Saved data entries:
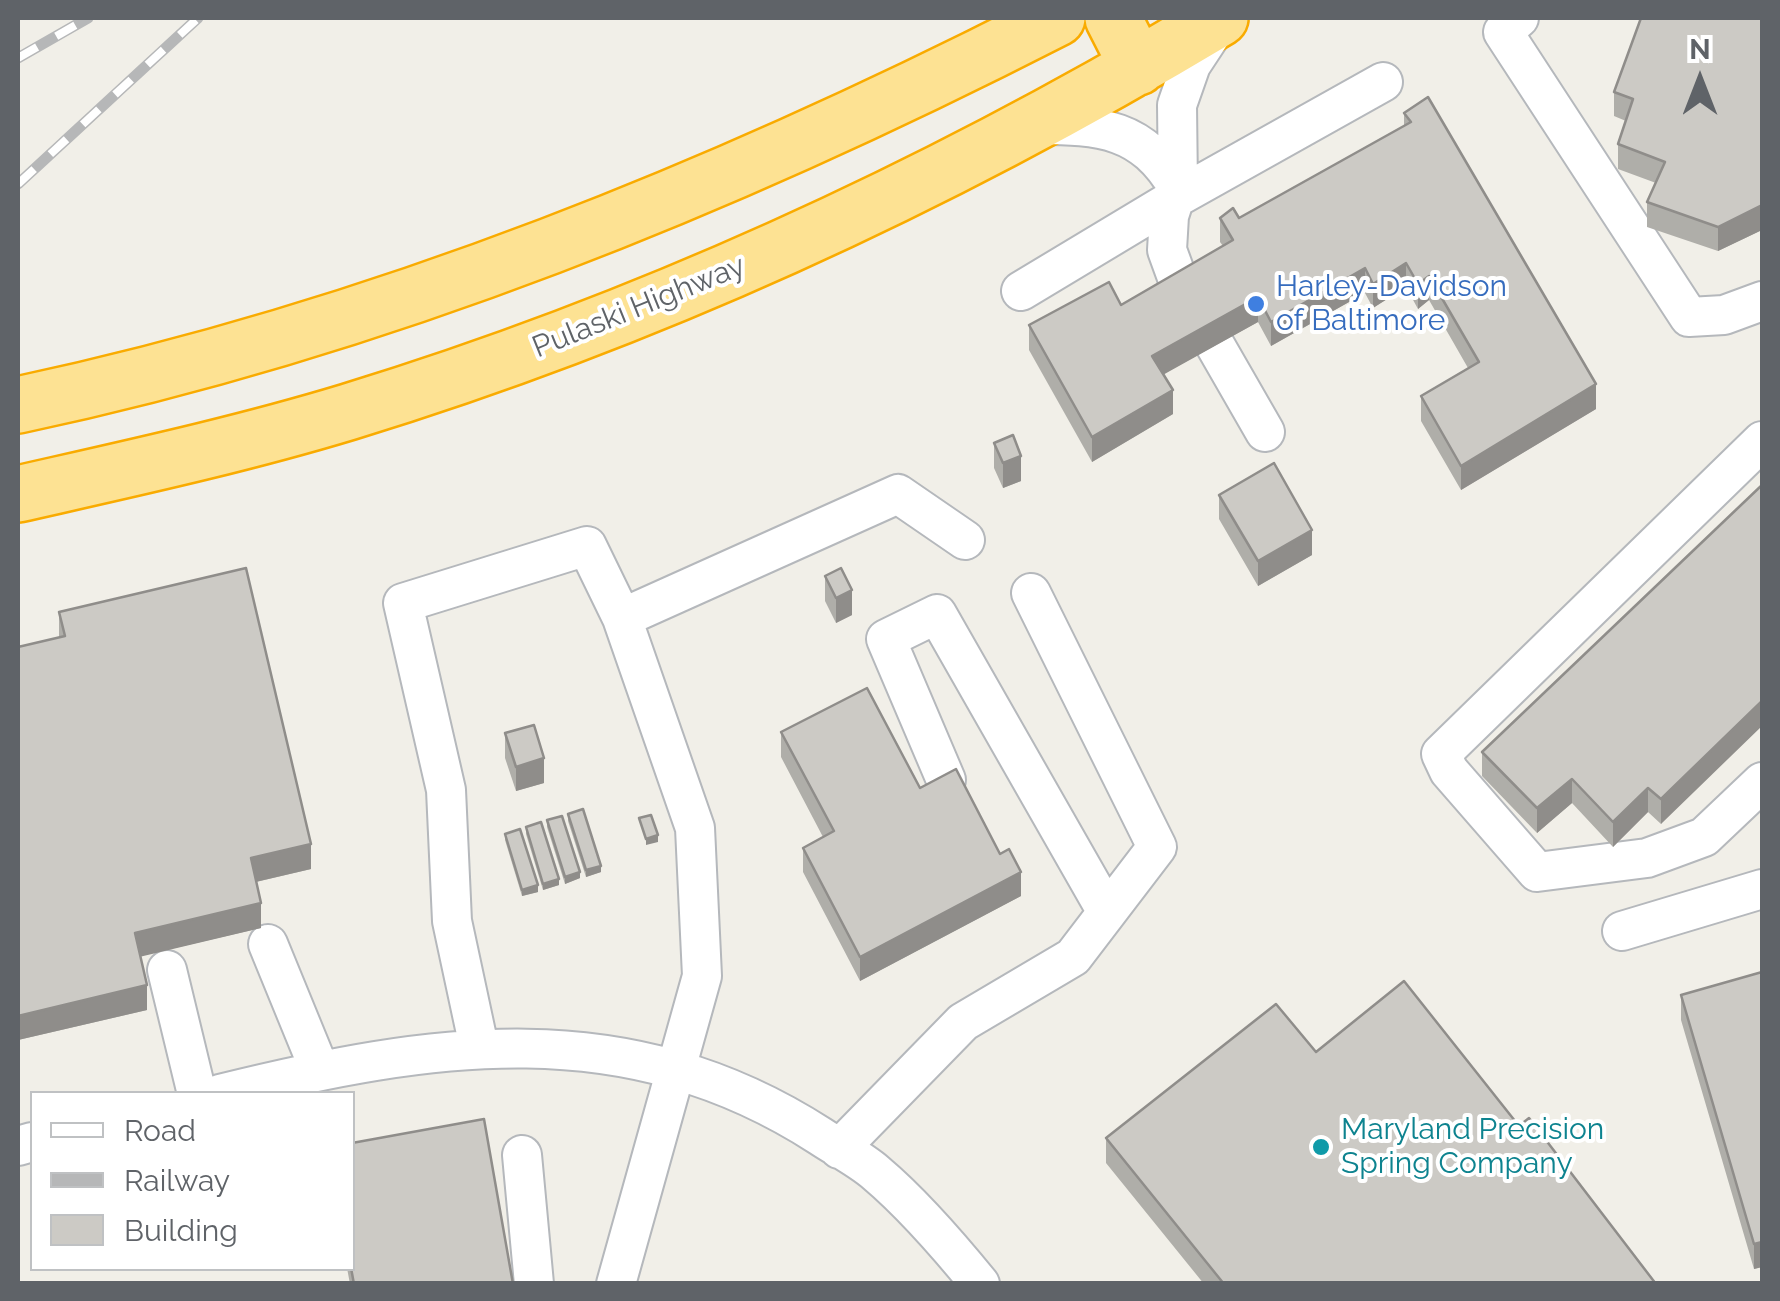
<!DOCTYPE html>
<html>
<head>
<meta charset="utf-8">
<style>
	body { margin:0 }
	#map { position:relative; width:1780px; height:1301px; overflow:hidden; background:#f1efe8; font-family:Raleway,sans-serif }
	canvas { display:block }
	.frame { position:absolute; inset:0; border:20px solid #5f6368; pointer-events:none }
	.legend { position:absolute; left:30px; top:1091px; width:325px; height:180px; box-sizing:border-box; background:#fff; border:2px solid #bfc1c3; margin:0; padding:12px 18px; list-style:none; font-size:30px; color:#5f6368 }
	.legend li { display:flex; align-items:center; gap:20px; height:50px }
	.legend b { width:50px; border:2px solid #bfc1c3 }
	.north { position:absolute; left:1650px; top:30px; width:100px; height:100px; -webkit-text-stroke:8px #fff; paint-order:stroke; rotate:0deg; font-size:28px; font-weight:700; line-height:40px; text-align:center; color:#5f6368 }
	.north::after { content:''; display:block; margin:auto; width:35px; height:45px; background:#5f6368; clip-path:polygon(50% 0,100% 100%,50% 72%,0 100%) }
</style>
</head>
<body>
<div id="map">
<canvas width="1780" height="1301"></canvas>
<div class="frame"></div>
<ul class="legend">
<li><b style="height:12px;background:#fff"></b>Road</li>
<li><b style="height:12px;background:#b6b7b8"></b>Railway</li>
<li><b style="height:28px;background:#cccac5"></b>Building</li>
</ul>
<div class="north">N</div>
</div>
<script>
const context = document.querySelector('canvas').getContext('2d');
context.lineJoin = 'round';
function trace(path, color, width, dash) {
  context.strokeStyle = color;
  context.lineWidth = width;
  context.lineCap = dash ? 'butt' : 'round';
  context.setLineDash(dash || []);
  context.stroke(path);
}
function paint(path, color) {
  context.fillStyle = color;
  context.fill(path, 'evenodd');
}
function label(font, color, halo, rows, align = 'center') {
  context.font = font + ' Raleway,sans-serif';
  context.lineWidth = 8;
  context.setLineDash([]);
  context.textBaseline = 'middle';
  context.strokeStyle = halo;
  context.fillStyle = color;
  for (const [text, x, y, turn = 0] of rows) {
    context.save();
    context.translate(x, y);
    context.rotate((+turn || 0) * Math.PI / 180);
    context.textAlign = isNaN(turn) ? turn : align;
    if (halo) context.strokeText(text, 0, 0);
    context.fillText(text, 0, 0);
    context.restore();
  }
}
const minor = new Path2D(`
	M1519,18l-16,14 186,285 35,-2 38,-14
	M1036,125c65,0 107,3 142,63
	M1021,291l153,-92 209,-117
	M1183,294l-16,-44 2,-34 9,-28 -1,-83 14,-40 27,-41
	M1215,345l50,87
	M1762,441l-321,313 8,17 88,101 110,-14 57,-21 58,-55
	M946,780l-60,-141 51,-25 170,298
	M1622,931l140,-42
	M268,944l52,127
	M167,970l30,124
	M479,1047l-27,-126 -6,-131 -43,-187 184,-57 35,72
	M220,1094c211,-52 406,-83 600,42 18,12 40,23 56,37 38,32 73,73 104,111
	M18,1146l14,-4
	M839,1149l124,-127 110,-65 84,-110 -126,-254
	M522,1155l12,129
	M616,1284l86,-308 -7,-148 -73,-210 276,-124 67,46`);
const highway = new Path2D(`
	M1113,18l25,49
	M18,405c363,-77 709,-218 1039,-387
	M18,494c110,-25 221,-49 330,-82 307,-94 597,-229 872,-394`);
trace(minor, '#b5b8bc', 42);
trace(highway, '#f9ab00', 60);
trace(minor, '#fff', 38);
trace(highway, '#fde293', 55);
const rail = new Path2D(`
	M18,58l70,-40
	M18,184l180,-166`);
trace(rail, '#b6b7b8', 11);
trace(rail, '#fff', 8, [22]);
paint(new Path2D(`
	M1762,18v212l-44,21 -71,-24v-25l9,-19 -38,-14v-25l8,-23 -12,-5v-24z
	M1404,113l192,296 -135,81 -40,-69v-25l47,-28 -39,-68 -11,9 -12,-22 -33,21 -8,-15 -94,53 -13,-24 -95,52 10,40 -81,48 -63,-112v-25l92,-20 102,-59 -3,-4v-24h19l165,-92z
	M994,443l27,38 -18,7 -9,-20z
	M1762,485l-101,339 -13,-12 -35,35 -41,-44 -35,30 -55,-57v-24z
	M1219,495l93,60 -54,31 -39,-67z
	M825,576l27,39 -16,8 -11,-22z
	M59,612l252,257 -55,13 5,46 -121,28 7,54 -129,30v-393l41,-10z
	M781,732l139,56 101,108 -161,85 -57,-109v-24l20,-11 -42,-80z
	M505,733l39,50 -28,8 -11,-33z
	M568,814l33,58 -15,5 -18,-56z
	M547,820l33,58 -15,6 -18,-57z
	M526,827l33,58 -16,5 -17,-56z
	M505,834l33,58 -16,4 -17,-56z
	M1762,972v295l-8,2 -73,-249v-25z
	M1316,1052l340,232h-452l-98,-121v-25z
	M347,1268h5l161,16h-163z`), '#afaea9');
paint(new Path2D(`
	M1762,205v25l-44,21v-24z
	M1406,263v24l-33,21v-24z
	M1365,268v25l-94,53v-24z
	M1429,276v24l-11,9v-25z
	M1258,297v25l-106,59v-25z
	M1596,384v25l-135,81v-24z
	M1173,390v24l-81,48v-25z
	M1021,456v25l-18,7v-25z
	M1312,530v25l-54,31v-25z
	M852,590v25l-16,8v-25z
	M1762,701v25l-101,98v-25z
	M544,758v25l-28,8v-24z
	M1572,779v24l-35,30v-25z
	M1648,788v24l-35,35v-25z
	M658,835v7l-12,3v-6z
	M311,844v25l-60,14v-25z
	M601,866v6l-15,5v-7z
	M580,872v6l-15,6v-7z
	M1021,872v24l-161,85v-24z
	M559,879v6l-16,5v-6z
	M538,885v7l-16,4v-6z
	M261,903v25l-126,30v-25z
	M147,985v25l-129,30v-24z
	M1762,1242v25l-8,2v-25z`), '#8f8d8a');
const building = new Path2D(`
	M1641,18h121v187l-44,22 -71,-25 18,-40 -47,-18 15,-45 -19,-7z
	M1428,97l168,287 -135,82 -40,-70 58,-34 -50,-86 -11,8 -12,-21 -33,21 -8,-16 -94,54 -13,-25 -106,59 21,34 -81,47 -63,-112 80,-43 12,23 112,-65 -13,-22 13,-10 6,10 172,-96 -7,-9z
	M1013,435l8,21 -18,7 -9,-20z
	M1274,463l38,67 -54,31 -39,-66z
	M1762,485v216l-101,98 -13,-11 -35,34 -41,-43 -35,29 -55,-56z
	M246,568l65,276 -60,14 10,45 -126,30 12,52 -129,31v-369l47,-11 -6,-24z
	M841,568l11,22 -16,8 -11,-22z
	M867,688l53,100 36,-19 44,85 9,-5 12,23 -161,85 -57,-109 31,-17 -53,-99z
	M534,725l10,33 -28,9 -11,-34z
	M583,809l18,57 -15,4 -18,-56z
	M651,815l7,20 -12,4 -7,-21z
	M562,816l18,56 -15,5 -18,-57z
	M541,822l18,57 -16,5 -17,-57z
	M520,829l18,56 -16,5 -17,-56z
	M1762,972v270l-8,2 -73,-249z
	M1404,981l115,145 10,-8 127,166h-432l-118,-146 170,-134 40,48z
	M484,1119l29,165h-159l-3,-16h1v-125z`);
paint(building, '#cccac5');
trace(building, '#8f8d8a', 2.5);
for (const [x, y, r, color] of [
	[1256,304,10,"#3f7fe0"],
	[1321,1147,10,"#0f9aa8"]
]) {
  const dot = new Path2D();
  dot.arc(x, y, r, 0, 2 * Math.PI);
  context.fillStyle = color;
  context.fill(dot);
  trace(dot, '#fff', 4);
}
label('30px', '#366cbe', '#fff', [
	["Harley-Davidson",1276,287],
	["of Baltimore",1276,321]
], 'left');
label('30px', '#5f6368', '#fff', [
	["Pulaski Highway",639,307,-22]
]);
label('30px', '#0d838f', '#fff', [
	["Maryland Precision",1341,1130],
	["Spring Company",1341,1164]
], 'left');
</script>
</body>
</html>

WHAT IS REQUIRED:
Only the lines above that hold "lineWidth" are wanted. Show every one of them.

RESPONSE BOX:
  context.lineWidth = width;
  context.lineWidth = 8;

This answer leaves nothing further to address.